The Starter Pod is encountering the following error: ‘exec /bin/sh: argument list too long’ when attempting to run with more than 650 pods. We have a requirement to run with 2000 pods. The Initializer Pod is ready, and all 2000 pods are ready, but the Starter Pod is encountering an error. The operator has attempted to spin up other Starter Pods, but they all encounter errors as well. In our testing, we increased the number of pods in increments of 50, and at 700 pods, we encountered the same error. Do you have a temporary fix or a file we can adjust for the time being?

Hi @ppyneni !

I experimented with this issue, and here are my results:
The starter pod start a command like this:

sh -c 'curl --retry 3 -X PATCH -H ''Content-Type: application/json''
      -d ''{"data":{"attributes":{"paused":false,"stopped":false},"id":"default","type":"status"}}'';curl
      --retry 3 -X PATCH -H ''Content-Type: application/json''
      -d ''{"data":{"attributes":{"paused":false,"stopped":false},"id":"default","type":"status"}}'''

This is just for two runner pod.

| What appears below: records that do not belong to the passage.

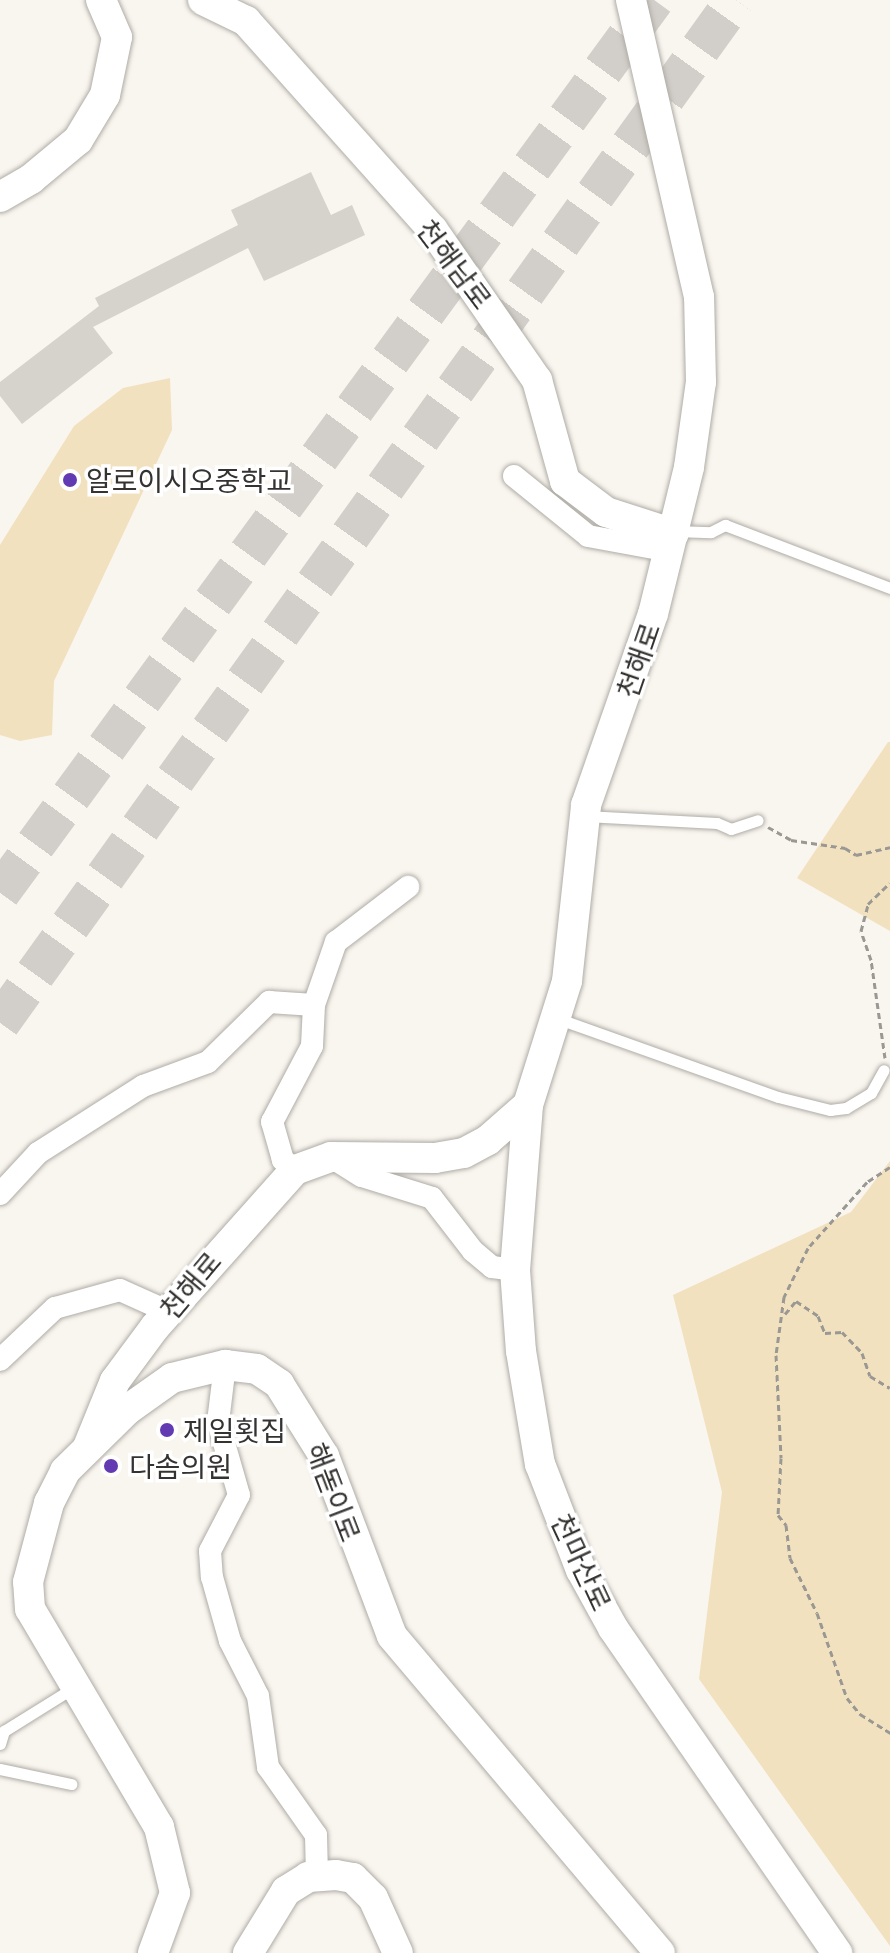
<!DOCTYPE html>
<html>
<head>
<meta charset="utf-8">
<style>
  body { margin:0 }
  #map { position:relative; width:890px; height:1953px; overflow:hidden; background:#f9f5ef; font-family:"Playfair Display","Noto Sans KR",serif }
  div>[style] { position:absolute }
  .green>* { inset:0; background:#f2e1bf }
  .building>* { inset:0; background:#d6d3cc }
  .highway-tunnel>* { height:40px; margin-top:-20px; transform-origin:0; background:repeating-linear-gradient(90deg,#d2cec9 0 40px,transparent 0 60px) }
  .path>* { height:3px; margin-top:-1.5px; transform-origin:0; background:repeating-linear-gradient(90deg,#9a9893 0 6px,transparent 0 10px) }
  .roads { filter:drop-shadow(0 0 2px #afaca6) drop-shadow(0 0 2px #afaca6) }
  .lane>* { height:11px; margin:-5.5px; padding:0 5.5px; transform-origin:5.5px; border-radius:5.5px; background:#fff }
  .street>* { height:22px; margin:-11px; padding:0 11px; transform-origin:11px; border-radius:11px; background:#fff }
  .secondary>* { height:30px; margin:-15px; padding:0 15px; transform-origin:15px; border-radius:15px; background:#fff }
  .dots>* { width:22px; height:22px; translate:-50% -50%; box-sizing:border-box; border:4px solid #fff; border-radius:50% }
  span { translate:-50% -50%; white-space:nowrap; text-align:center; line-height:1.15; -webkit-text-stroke:7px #fff; paint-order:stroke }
  .street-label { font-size:28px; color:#343331 }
  .poi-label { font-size:28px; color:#343331 }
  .left { translate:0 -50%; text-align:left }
</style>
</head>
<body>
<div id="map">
  <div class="green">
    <i style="clip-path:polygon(170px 378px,172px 430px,54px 681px,52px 735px,20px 741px,0 735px,0 545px,74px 426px,123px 388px)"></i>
    <i style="clip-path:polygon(888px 742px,890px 742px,890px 931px,797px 878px)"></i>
    <i style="clip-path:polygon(890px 1161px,890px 1946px,699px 1679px,722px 1492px,673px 1295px,851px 1212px)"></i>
  </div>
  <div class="building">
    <i style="clip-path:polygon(311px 172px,331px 215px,352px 205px,365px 235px,264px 281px,248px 248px,93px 327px,113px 353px,22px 424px,0 396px,0 382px,99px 306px,95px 298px,238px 225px,231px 210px)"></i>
  </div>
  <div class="highway-tunnel">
    <i style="left:0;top:893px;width:1107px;rotate:-53.78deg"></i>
    <i style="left:0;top:1023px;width:1260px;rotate:-54.3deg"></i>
  </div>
  <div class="path">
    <i style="left:768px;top:827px;width:26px;rotate:29deg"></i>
    <i style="left:791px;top:840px;width:55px;rotate:8.4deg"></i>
    <i style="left:845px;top:848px;width:13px;rotate:32deg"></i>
    <i style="left:856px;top:855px;width:35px;rotate:-13deg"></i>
    <i style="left:885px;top:1058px;width:99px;rotate:-98.1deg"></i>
    <i style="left:871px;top:960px;width:31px;rotate:-109deg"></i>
    <i style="left:861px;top:931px;width:28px;rotate:-75deg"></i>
    <i style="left:868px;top:904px;width:30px;rotate:-44deg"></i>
    <i style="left:890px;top:1167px;width:27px;rotate:147deg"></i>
    <i style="left:867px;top:1182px;width:89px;rotate:131.8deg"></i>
    <i style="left:808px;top:1248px;width:55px;rotate:116.1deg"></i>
    <i style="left:784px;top:1297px;width:59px;rotate:97.9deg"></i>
    <i style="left:776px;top:1355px;width:103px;rotate:87.2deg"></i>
    <i style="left:781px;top:1458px;width:57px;rotate:93deg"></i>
    <i style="left:778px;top:1515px;width:13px;rotate:51deg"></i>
    <i style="left:786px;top:1525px;width:33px;rotate:83deg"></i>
    <i style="left:790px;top:1558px;width:61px;rotate:63.9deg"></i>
    <i style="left:817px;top:1613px;width:90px;rotate:70.6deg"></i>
    <i style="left:847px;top:1698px;width:21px;rotate:51deg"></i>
    <i style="left:860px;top:1714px;width:36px;rotate:32deg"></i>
    <i style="left:785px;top:1314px;width:17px;rotate:-50deg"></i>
    <i style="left:796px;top:1301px;width:27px;rotate:34deg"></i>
    <i style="left:818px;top:1316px;width:18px;rotate:68deg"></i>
    <i style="left:825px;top:1333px;width:17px;rotate:-3deg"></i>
    <i style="left:842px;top:1332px;width:29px;rotate:46deg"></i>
    <i style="left:862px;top:1353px;width:24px;rotate:71deg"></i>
    <i style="left:870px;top:1376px;width:23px;rotate:31deg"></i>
  </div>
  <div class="roads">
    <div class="lane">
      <i style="left:675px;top:531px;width:36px;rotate:2deg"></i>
      <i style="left:711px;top:532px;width:16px;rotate:-27deg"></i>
      <i style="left:725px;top:525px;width:177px;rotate:20.9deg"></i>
      <i style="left:585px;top:816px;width:132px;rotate:3deg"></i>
      <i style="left:717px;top:823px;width:15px;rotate:23deg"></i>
      <i style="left:731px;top:829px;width:28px;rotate:-18deg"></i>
      <i style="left:559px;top:1019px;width:232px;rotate:19.6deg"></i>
      <i style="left:778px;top:1097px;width:54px;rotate:14deg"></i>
      <i style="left:830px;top:1110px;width:16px;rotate:-7deg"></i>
      <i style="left:846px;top:1108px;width:29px;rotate:-31deg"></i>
      <i style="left:871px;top:1093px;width:26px;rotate:-61deg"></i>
      <i style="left:0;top:1744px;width:14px;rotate:-73deg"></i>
      <i style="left:4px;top:1731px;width:81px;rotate:-31.9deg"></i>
      <i style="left:0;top:1769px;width:73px;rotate:11.9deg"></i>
    </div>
    <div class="street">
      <i style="left:514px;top:476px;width:95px;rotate:39deg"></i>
      <i style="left:588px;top:536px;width:83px;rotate:10.4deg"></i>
      <i style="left:331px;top:1157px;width:36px;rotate:32deg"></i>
      <i style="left:362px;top:1176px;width:73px;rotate:17.4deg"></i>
      <i style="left:432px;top:1198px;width:67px;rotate:52.3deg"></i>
      <i style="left:473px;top:1251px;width:25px;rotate:40deg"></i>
      <i style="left:492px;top:1267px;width:23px;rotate:7deg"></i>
      <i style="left:295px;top:1170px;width:16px;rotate:-140deg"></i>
      <i style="left:283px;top:1160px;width:40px;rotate:-106deg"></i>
      <i style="left:272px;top:1122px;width:86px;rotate:-62.2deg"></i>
      <i style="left:312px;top:1046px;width:41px;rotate:-87.2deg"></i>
      <i style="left:314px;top:1005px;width:67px;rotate:-70.8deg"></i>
      <i style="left:336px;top:942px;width:91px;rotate:-37.4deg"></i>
      <i style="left:0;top:1194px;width:56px;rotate:-47.2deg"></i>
      <i style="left:38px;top:1153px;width:125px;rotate:-32.5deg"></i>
      <i style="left:143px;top:1086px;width:69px;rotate:-20.3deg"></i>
      <i style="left:208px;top:1062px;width:86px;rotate:-44.5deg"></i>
      <i style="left:269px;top:1002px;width:45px;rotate:3.8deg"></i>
      <i style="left:0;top:1360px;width:76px;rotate:-43.4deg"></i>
      <i style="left:55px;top:1308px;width:67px;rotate:-15.5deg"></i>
      <i style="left:120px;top:1290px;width:54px;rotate:24.2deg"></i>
      <i style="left:225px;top:1365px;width:57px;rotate:97deg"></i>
      <i style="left:218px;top:1422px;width:76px;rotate:74deg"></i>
      <i style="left:239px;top:1495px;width:63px;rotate:117.4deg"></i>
      <i style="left:210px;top:1551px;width:26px;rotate:86deg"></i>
      <i style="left:212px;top:1577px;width:66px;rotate:74.3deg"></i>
      <i style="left:230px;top:1641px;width:62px;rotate:63deg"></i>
      <i style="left:258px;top:1696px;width:72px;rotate:82deg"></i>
      <i style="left:268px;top:1767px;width:83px;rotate:54.8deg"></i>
      <i style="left:316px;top:1835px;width:42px;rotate:88.6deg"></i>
    </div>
    <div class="secondary">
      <i style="left:203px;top:0;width:48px;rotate:26deg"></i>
      <i style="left:246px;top:21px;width:280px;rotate:48.2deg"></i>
      <i style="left:433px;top:230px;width:183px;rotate:55.3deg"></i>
      <i style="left:537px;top:380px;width:105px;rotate:74.5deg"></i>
      <i style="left:565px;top:481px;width:51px;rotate:37.1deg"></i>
      <i style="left:606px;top:512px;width:71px;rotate:17.9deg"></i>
      <i style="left:0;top:197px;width:36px;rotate:-30deg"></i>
      <i style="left:31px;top:179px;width:61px;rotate:-39.7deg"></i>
      <i style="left:78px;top:140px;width:52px;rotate:-59deg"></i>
      <i style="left:105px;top:95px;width:59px;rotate:-78.3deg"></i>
      <i style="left:117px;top:37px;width:40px;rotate:-113.4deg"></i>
      <i style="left:528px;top:1105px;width:166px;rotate:94.5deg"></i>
      <i style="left:515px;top:1270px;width:81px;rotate:85.8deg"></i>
      <i style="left:521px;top:1351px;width:115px;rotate:80.5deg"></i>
      <i style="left:540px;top:1464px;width:114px;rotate:68.9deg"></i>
      <i style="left:581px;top:1570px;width:66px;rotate:61.1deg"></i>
      <i style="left:613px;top:1628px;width:395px;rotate:55.4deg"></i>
      <i style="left:88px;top:1447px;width:71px;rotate:-67.8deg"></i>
      <i style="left:115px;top:1381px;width:67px;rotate:-53.5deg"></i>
      <i style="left:155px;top:1327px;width:210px;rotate:-48.3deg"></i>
      <i style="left:295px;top:1170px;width:38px;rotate:-20deg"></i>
      <i style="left:331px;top:1157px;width:104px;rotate:0.6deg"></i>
      <i style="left:435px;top:1158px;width:29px;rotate:-10deg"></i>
      <i style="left:464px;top:1153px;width:27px;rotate:-28deg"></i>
      <i style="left:488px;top:1140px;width:53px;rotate:-41.2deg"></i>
      <i style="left:528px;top:1105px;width:130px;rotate:-72.5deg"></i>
      <i style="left:567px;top:981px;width:177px;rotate:-83.8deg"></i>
      <i style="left:586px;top:805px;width:202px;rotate:-70.7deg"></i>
      <i style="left:653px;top:614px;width:151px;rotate:-76.2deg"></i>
      <i style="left:689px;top:467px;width:86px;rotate:-82deg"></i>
      <i style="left:701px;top:382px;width:85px;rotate:-91.3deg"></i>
      <i style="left:699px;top:297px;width:305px;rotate:-102.9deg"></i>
      <i style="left:153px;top:1953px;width:64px;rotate:-69.9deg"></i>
      <i style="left:175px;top:1893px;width:68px;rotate:-103.6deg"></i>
      <i style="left:159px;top:1827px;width:253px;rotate:-120.6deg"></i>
      <i style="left:30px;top:1609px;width:27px;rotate:-94deg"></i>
      <i style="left:28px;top:1582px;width:82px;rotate:-75.1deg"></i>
      <i style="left:49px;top:1503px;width:36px;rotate:-63deg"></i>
      <i style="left:65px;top:1471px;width:87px;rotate:-44.5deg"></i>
      <i style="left:127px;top:1410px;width:55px;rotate:-35.4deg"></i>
      <i style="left:172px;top:1378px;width:55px;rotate:-13.8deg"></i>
      <i style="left:225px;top:1365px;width:32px;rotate:7deg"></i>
      <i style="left:257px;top:1369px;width:27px;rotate:34deg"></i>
      <i style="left:279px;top:1384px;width:85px;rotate:58deg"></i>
      <i style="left:324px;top:1456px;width:192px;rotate:69.3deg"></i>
      <i style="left:392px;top:1636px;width:415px;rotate:49.8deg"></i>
      <i style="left:248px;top:1953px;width:73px;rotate:-58.5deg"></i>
      <i style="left:286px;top:1891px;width:26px;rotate:-32deg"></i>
      <i style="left:308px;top:1877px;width:28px;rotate:-4deg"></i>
      <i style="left:336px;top:1875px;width:17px;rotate:10deg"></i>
      <i style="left:353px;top:1878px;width:28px;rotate:45deg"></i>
      <i style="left:373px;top:1898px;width:60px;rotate:65.6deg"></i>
    </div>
  </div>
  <div class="dots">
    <i style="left:70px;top:480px;background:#623ab2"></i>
    <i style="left:167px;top:1430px;background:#623ab2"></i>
    <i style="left:111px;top:1466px;background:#623ab2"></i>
  </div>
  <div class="street-label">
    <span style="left:455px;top:264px;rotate:53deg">천해남로</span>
    <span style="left:638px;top:660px;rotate:-71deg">천해로</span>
    <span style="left:190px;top:1285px;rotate:-50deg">천해로</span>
    <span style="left:334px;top:1492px;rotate:69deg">해돋이로</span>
    <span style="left:582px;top:1562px;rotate:65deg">천마산로</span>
  </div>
  <div class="poi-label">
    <span class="left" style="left:86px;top:480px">알로이시오중학교</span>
    <span class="left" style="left:183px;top:1430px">제일횟집</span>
    <span class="left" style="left:129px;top:1466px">다솜의원</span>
  </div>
</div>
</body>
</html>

In your case, this command is much longer. For me it starts failing with argument list too long somewhere around 131070 characters long command line.

I don’t really see the workaround for this. Do you really need 2000 pods? why?

Thank you @bandorko. We have a use case to perform a load test with that many PODS. The workaround is going to involve multiple deployments, such as 4 * 500 = 2000.

Why do you need so many pods? You can perform large load with a single pod. I think you only benefit from the 2000 pods if you have 2000 kubernetes nodes.

We have a use case to validate the application’s readiness for the marketing event in the future with UI experience using k6 browser and operator. Resource-wise, we are good, and the test is complete with four deployments.